◆ To do: After finding the line with "Serialize what can" in the entries below, retype exactly each line from there through the line with "Build a gazetteer", including that final line.

Collection entries:

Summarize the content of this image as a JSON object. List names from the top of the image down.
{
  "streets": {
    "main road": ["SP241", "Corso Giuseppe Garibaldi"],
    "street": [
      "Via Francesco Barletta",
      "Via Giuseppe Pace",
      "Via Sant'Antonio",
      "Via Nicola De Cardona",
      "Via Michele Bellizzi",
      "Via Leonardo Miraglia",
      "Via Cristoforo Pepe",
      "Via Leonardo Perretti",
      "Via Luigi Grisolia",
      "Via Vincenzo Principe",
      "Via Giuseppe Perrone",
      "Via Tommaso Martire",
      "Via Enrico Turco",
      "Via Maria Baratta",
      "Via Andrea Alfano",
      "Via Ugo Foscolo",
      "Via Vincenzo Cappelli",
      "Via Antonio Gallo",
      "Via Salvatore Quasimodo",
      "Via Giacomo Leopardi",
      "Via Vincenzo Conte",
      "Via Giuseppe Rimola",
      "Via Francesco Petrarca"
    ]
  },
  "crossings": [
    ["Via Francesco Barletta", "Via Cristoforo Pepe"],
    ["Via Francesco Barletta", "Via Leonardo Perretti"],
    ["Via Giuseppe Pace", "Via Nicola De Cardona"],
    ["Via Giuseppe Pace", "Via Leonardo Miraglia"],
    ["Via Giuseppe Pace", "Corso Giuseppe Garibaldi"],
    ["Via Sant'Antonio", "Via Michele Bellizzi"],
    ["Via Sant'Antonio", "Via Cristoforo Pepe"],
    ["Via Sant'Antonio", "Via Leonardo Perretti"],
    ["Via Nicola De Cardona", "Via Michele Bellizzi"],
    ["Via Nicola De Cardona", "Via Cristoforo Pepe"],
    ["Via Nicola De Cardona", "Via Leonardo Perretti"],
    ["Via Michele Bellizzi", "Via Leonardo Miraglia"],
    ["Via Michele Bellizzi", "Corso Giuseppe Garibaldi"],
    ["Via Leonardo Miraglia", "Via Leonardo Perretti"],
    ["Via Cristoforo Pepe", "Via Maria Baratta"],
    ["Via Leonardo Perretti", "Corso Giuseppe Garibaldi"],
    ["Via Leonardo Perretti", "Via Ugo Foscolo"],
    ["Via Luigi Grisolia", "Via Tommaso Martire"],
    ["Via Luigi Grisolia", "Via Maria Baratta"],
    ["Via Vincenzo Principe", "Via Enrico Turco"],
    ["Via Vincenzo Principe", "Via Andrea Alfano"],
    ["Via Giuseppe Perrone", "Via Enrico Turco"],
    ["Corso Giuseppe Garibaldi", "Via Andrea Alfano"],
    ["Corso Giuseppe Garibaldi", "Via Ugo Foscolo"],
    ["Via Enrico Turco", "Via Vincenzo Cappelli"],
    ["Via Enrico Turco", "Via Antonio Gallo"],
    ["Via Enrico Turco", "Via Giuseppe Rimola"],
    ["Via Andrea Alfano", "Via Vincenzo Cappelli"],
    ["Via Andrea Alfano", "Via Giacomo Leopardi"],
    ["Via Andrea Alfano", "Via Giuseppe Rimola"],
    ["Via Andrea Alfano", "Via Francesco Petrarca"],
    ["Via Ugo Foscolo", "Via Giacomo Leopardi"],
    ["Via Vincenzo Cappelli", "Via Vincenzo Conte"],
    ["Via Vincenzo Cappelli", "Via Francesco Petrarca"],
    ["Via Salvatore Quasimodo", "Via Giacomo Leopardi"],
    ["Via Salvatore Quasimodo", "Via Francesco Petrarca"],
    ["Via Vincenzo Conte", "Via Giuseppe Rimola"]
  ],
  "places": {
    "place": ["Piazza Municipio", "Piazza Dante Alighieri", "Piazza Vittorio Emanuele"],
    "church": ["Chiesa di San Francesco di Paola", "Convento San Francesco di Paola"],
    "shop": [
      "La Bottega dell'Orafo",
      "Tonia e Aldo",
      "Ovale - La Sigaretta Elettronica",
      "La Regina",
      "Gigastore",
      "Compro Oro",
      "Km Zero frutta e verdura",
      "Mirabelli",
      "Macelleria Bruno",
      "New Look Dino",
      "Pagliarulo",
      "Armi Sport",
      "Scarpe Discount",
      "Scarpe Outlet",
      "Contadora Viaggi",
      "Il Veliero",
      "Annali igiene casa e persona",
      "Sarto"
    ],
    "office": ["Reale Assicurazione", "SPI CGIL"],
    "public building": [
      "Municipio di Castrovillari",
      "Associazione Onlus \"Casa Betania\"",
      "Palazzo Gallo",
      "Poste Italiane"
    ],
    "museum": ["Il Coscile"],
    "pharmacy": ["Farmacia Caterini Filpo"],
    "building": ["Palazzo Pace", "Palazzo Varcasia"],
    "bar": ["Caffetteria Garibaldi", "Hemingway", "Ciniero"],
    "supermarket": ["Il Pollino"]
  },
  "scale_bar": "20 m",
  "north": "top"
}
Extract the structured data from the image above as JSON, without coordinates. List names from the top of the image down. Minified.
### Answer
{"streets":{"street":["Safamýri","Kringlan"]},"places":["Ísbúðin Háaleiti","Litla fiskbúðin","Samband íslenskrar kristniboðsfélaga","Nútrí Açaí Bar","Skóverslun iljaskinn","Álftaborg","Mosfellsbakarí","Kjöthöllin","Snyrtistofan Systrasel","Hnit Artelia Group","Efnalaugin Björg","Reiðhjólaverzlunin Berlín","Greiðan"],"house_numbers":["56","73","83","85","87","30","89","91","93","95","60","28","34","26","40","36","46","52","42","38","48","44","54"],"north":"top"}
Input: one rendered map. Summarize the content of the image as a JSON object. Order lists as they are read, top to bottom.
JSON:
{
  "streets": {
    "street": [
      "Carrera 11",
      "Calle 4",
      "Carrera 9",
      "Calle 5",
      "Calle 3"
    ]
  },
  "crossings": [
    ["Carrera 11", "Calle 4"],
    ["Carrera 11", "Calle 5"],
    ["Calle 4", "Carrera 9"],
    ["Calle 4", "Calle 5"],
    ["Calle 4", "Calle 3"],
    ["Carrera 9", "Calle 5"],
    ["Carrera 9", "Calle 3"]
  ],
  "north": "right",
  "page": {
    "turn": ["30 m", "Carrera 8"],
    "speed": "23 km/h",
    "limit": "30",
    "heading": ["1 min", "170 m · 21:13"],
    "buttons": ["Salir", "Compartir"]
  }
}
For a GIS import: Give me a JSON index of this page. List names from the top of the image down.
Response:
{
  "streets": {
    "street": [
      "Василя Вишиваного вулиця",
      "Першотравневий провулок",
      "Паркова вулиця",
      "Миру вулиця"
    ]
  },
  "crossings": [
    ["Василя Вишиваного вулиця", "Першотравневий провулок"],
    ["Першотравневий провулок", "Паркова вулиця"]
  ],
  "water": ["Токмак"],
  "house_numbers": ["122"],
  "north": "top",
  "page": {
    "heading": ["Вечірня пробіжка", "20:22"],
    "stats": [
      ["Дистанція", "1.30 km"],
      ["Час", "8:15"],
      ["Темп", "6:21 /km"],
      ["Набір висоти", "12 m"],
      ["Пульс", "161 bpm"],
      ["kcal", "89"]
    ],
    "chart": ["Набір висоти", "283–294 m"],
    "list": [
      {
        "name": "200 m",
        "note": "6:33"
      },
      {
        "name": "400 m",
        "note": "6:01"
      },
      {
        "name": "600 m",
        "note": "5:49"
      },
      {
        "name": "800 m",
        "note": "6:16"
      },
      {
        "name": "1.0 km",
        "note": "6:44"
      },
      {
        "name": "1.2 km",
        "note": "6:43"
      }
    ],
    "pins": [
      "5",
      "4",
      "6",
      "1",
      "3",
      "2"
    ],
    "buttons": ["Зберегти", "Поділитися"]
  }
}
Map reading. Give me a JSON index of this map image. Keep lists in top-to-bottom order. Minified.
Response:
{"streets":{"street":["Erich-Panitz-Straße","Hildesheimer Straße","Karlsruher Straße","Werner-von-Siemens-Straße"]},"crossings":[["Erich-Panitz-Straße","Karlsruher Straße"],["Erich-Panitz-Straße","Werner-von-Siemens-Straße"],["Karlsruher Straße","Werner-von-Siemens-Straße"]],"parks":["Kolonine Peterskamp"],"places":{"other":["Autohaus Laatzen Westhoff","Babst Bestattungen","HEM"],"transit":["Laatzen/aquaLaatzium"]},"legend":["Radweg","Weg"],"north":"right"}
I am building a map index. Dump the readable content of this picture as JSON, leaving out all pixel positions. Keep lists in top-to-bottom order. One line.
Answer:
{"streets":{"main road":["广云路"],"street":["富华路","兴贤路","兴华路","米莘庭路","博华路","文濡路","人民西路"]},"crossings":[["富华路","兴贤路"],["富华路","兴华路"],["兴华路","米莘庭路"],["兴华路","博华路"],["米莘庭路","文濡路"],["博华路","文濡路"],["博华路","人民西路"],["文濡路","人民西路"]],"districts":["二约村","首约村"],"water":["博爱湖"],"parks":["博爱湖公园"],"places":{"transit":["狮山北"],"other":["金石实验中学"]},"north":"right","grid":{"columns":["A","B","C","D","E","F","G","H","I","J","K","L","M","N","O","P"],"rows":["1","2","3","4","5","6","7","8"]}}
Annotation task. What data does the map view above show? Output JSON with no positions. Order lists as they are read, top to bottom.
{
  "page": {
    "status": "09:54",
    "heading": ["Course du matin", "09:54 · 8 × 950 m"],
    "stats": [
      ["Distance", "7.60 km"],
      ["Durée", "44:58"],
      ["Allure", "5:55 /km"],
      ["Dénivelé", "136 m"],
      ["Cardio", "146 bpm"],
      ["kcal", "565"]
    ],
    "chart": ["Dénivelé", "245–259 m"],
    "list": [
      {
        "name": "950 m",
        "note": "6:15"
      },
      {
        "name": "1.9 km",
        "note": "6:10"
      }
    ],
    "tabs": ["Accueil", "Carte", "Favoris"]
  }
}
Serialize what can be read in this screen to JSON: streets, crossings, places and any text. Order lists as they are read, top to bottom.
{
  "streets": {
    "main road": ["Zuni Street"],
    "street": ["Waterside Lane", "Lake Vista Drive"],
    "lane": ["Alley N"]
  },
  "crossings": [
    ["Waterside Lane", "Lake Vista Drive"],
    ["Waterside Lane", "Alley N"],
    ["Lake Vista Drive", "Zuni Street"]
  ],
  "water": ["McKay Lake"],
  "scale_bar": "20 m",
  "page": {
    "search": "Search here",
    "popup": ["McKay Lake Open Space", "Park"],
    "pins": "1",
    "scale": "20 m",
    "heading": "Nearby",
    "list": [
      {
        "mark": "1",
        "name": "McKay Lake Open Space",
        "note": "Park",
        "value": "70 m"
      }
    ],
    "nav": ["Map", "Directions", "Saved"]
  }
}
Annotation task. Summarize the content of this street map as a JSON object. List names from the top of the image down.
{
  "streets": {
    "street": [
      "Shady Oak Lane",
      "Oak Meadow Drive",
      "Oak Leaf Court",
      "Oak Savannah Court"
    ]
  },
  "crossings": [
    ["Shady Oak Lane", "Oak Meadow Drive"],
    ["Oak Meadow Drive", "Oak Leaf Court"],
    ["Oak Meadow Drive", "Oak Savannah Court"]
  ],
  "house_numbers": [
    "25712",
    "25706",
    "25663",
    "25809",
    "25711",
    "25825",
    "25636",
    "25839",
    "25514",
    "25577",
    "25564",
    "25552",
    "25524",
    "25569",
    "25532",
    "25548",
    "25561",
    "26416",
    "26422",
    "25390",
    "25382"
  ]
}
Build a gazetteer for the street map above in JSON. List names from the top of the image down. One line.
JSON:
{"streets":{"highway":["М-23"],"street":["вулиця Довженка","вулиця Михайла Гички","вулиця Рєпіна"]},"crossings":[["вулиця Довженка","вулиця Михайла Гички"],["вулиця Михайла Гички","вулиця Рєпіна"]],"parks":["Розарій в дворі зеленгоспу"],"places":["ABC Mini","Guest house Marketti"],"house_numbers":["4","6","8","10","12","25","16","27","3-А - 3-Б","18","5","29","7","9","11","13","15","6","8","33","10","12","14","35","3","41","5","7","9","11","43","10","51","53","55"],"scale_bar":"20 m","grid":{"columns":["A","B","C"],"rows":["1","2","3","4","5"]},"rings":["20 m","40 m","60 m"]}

◆ Task result:
Serialize what can be read in this screen to JSON: streets, crossings, places and any text. Order lists as they are read, top to bottom.
{
  "streets": {
    "main road": ["Zuni Street"],
    "street": ["Waterside Lane", "Lake Vista Drive"],
    "lane": ["Alley N"]
  },
  "crossings": [
    ["Waterside Lane", "Lake Vista Drive"],
    ["Waterside Lane", "Alley N"],
    ["Lake Vista Drive", "Zuni Street"]
  ],
  "water": ["McKay Lake"],
  "scale_bar": "20 m",
  "page": {
    "search": "Search here",
    "popup": ["McKay Lake Open Space", "Park"],
    "pins": "1",
    "scale": "20 m",
    "heading": "Nearby",
    "list": [
      {
        "mark": "1",
        "name": "McKay Lake Open Space",
        "note": "Park",
        "value": "70 m"
      }
    ],
    "nav": ["Map", "Directions", "Saved"]
  }
}
Annotation task. Summarize the content of this street map as a JSON object. List names from the top of the image down.
{
  "streets": {
    "street": [
      "Shady Oak Lane",
      "Oak Meadow Drive",
      "Oak Leaf Court",
      "Oak Savannah Court"
    ]
  },
  "crossings": [
    ["Shady Oak Lane", "Oak Meadow Drive"],
    ["Oak Meadow Drive", "Oak Leaf Court"],
    ["Oak Meadow Drive", "Oak Savannah Court"]
  ],
  "house_numbers": [
    "25712",
    "25706",
    "25663",
    "25809",
    "25711",
    "25825",
    "25636",
    "25839",
    "25514",
    "25577",
    "25564",
    "25552",
    "25524",
    "25569",
    "25532",
    "25548",
    "25561",
    "26416",
    "26422",
    "25390",
    "25382"
  ]
}
Build a gazetteer for the street map above in JSON. List names from the top of the image down. One line.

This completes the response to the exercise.